* [Extracted material]:
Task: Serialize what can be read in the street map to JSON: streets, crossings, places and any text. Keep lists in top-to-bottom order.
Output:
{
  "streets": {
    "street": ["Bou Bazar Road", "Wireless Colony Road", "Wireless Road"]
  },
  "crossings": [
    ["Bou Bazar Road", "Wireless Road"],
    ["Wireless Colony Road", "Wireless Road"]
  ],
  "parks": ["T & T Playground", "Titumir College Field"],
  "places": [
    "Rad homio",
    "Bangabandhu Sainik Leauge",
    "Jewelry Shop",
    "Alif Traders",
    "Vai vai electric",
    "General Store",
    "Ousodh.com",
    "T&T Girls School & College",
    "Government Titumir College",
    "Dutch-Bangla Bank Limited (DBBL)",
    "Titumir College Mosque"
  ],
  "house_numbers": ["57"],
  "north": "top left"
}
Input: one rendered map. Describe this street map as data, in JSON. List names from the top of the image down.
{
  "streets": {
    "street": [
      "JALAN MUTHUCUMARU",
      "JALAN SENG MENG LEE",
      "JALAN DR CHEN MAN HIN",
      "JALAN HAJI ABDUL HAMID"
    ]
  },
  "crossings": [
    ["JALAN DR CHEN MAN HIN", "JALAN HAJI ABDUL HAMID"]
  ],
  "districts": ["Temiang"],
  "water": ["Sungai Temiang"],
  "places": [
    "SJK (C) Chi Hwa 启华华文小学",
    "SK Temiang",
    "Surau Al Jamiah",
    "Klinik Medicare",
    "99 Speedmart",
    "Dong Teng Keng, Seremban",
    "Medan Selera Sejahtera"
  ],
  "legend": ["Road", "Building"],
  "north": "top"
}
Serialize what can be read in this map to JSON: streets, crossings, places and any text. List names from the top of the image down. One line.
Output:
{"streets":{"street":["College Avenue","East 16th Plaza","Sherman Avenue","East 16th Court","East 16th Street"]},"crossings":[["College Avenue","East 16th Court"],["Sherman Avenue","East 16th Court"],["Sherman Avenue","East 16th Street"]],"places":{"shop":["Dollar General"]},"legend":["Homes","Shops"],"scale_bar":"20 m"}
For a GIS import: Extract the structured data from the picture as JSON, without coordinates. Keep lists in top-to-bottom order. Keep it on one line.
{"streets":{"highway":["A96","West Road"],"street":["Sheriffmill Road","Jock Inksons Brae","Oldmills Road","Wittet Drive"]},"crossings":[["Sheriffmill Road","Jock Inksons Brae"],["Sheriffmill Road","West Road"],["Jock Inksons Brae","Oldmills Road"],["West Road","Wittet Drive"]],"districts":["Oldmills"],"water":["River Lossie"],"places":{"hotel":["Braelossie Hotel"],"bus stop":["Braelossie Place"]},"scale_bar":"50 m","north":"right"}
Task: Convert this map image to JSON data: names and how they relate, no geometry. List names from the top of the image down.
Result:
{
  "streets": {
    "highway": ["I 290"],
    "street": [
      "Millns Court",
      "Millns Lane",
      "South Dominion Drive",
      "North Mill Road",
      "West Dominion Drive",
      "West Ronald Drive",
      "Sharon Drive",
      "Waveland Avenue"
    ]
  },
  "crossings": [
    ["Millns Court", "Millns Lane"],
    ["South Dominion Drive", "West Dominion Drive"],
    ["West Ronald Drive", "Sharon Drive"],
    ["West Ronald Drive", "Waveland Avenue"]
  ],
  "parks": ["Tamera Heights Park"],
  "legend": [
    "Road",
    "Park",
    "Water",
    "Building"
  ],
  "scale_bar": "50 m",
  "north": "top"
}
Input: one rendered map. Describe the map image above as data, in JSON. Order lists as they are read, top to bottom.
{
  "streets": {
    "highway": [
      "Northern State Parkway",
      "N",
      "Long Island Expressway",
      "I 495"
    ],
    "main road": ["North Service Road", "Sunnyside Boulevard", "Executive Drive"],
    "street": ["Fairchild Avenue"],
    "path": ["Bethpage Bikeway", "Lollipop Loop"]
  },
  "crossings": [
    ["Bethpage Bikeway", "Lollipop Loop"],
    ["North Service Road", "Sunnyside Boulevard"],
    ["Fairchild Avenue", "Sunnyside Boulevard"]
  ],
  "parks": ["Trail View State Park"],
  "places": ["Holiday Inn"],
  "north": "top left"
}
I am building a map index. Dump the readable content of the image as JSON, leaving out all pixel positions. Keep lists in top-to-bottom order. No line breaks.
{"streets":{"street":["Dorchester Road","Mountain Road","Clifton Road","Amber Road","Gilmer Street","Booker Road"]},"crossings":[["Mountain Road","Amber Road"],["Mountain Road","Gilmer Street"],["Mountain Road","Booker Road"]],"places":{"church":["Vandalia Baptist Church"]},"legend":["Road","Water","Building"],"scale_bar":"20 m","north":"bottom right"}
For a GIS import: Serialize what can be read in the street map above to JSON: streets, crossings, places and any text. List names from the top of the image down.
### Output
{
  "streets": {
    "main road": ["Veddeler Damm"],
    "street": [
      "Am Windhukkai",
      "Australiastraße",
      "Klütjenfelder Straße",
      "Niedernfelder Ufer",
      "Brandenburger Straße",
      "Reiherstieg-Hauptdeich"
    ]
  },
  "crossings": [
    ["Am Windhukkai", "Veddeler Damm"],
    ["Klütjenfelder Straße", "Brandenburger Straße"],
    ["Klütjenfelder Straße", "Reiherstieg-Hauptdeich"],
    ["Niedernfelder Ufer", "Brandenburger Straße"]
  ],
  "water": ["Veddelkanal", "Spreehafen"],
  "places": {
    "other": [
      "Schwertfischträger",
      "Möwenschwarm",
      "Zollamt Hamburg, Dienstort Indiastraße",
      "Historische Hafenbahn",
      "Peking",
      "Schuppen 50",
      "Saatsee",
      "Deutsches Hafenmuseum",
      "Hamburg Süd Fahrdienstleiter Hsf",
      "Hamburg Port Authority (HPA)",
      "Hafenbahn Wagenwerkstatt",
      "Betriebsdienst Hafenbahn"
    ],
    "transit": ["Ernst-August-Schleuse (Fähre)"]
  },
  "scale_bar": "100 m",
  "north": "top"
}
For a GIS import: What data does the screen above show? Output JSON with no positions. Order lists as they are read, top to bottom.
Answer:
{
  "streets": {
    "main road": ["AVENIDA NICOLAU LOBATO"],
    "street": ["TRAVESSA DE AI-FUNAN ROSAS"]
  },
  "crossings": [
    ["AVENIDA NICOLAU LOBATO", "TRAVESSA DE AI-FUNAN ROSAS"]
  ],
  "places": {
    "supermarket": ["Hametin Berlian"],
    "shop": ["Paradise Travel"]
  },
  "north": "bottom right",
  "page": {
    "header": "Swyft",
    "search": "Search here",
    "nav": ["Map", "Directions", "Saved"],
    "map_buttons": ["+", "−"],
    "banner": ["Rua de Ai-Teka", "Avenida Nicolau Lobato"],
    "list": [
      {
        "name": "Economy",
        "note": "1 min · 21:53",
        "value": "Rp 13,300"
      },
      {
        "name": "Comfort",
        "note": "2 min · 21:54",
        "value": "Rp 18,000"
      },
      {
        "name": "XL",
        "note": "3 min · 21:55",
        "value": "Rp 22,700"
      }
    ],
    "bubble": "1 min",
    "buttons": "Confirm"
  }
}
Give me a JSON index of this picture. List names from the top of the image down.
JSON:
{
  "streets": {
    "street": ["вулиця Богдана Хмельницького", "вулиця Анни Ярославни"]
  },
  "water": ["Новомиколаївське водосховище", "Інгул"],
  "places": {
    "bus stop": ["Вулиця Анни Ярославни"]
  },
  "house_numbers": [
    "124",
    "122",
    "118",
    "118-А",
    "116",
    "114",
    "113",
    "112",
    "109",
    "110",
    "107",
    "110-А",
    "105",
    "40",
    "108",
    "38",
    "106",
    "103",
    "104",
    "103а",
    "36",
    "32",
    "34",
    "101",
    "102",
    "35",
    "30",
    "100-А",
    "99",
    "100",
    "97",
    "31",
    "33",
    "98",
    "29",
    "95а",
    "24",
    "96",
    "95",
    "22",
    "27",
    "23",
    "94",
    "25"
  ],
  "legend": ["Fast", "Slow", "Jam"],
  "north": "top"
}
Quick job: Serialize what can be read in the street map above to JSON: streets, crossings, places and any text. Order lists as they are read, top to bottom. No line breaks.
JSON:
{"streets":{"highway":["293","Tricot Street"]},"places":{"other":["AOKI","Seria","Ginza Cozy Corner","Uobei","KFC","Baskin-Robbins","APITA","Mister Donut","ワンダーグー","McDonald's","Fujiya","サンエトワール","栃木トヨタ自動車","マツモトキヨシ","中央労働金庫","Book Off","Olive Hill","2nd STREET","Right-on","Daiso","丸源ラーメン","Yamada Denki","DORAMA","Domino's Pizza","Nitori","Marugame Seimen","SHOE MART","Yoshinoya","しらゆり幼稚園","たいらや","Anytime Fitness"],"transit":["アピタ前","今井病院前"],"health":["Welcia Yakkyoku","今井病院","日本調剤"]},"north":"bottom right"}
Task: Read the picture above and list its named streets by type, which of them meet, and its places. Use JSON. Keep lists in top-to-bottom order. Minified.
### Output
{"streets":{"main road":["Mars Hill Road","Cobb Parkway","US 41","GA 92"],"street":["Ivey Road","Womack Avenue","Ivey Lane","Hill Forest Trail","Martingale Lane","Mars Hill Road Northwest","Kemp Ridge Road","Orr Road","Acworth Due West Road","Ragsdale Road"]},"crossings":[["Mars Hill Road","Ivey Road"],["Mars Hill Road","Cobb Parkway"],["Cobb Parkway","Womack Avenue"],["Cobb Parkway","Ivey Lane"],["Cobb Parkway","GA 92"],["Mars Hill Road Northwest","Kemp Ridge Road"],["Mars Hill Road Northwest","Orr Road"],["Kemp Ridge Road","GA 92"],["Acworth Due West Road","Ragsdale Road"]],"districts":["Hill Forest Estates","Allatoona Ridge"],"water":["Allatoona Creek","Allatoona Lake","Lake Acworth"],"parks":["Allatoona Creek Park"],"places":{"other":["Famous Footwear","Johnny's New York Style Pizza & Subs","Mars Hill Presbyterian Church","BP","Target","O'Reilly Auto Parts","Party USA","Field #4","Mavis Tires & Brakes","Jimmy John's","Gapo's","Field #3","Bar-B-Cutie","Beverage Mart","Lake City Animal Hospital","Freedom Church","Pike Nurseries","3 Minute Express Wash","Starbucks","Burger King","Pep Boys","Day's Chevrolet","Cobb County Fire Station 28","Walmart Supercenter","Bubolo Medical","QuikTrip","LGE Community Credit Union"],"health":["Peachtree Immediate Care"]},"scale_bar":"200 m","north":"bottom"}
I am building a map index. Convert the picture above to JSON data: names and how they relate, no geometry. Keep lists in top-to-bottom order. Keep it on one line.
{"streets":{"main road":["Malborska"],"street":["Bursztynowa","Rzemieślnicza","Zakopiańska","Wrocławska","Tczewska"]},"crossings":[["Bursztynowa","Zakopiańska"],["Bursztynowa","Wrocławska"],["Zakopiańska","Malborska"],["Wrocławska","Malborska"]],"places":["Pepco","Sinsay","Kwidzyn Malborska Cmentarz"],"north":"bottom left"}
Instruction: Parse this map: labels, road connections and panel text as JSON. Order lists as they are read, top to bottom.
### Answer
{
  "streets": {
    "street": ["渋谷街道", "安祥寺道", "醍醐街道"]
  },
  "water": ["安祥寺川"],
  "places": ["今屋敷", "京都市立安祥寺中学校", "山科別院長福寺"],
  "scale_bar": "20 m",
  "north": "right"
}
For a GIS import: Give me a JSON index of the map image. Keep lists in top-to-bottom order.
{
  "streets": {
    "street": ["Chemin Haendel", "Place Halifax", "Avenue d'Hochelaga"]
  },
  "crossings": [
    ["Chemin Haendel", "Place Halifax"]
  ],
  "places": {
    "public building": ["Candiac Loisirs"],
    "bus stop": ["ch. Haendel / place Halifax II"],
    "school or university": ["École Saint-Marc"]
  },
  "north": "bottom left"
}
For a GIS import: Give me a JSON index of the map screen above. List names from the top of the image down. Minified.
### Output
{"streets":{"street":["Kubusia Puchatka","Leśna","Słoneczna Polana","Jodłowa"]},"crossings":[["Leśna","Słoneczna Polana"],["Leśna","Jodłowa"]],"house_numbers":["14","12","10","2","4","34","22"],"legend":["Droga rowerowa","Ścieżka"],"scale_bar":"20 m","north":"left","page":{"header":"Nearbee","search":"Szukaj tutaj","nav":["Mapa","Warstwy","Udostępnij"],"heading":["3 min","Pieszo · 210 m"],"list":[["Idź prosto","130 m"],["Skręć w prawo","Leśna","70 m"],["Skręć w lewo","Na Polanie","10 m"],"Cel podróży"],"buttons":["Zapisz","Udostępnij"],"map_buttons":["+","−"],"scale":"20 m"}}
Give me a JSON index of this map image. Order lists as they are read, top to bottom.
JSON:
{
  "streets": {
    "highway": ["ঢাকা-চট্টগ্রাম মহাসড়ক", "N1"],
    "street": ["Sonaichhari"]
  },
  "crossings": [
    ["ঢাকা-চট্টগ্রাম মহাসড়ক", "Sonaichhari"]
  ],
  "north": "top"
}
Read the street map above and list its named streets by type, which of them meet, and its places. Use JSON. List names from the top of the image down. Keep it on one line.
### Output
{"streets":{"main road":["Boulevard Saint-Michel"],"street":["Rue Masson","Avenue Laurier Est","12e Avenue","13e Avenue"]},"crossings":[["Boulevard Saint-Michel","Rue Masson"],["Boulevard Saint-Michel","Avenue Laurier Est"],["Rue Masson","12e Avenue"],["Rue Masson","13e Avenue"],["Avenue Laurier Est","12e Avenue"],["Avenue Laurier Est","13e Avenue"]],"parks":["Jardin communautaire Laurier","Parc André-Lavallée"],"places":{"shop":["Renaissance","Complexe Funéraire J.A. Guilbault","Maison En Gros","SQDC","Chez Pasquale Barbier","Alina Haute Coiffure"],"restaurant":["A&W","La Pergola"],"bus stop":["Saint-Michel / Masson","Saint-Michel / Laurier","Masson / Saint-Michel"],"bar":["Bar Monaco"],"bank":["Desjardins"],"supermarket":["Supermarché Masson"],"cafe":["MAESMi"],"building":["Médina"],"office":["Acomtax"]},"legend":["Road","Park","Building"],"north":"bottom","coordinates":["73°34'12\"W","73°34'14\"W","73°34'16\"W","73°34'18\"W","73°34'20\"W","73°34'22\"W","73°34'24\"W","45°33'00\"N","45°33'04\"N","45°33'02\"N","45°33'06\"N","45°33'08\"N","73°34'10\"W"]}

* [Activity]: Every line in the data that holds "Minified" should be copied out.

* [Exercise response]:
Task: Read the picture above and list its named streets by type, which of them meet, and its places. Use JSON. Keep lists in top-to-bottom order. Minified.
For a GIS import: Give me a JSON index of the map screen above. List names from the top of the image down. Minified.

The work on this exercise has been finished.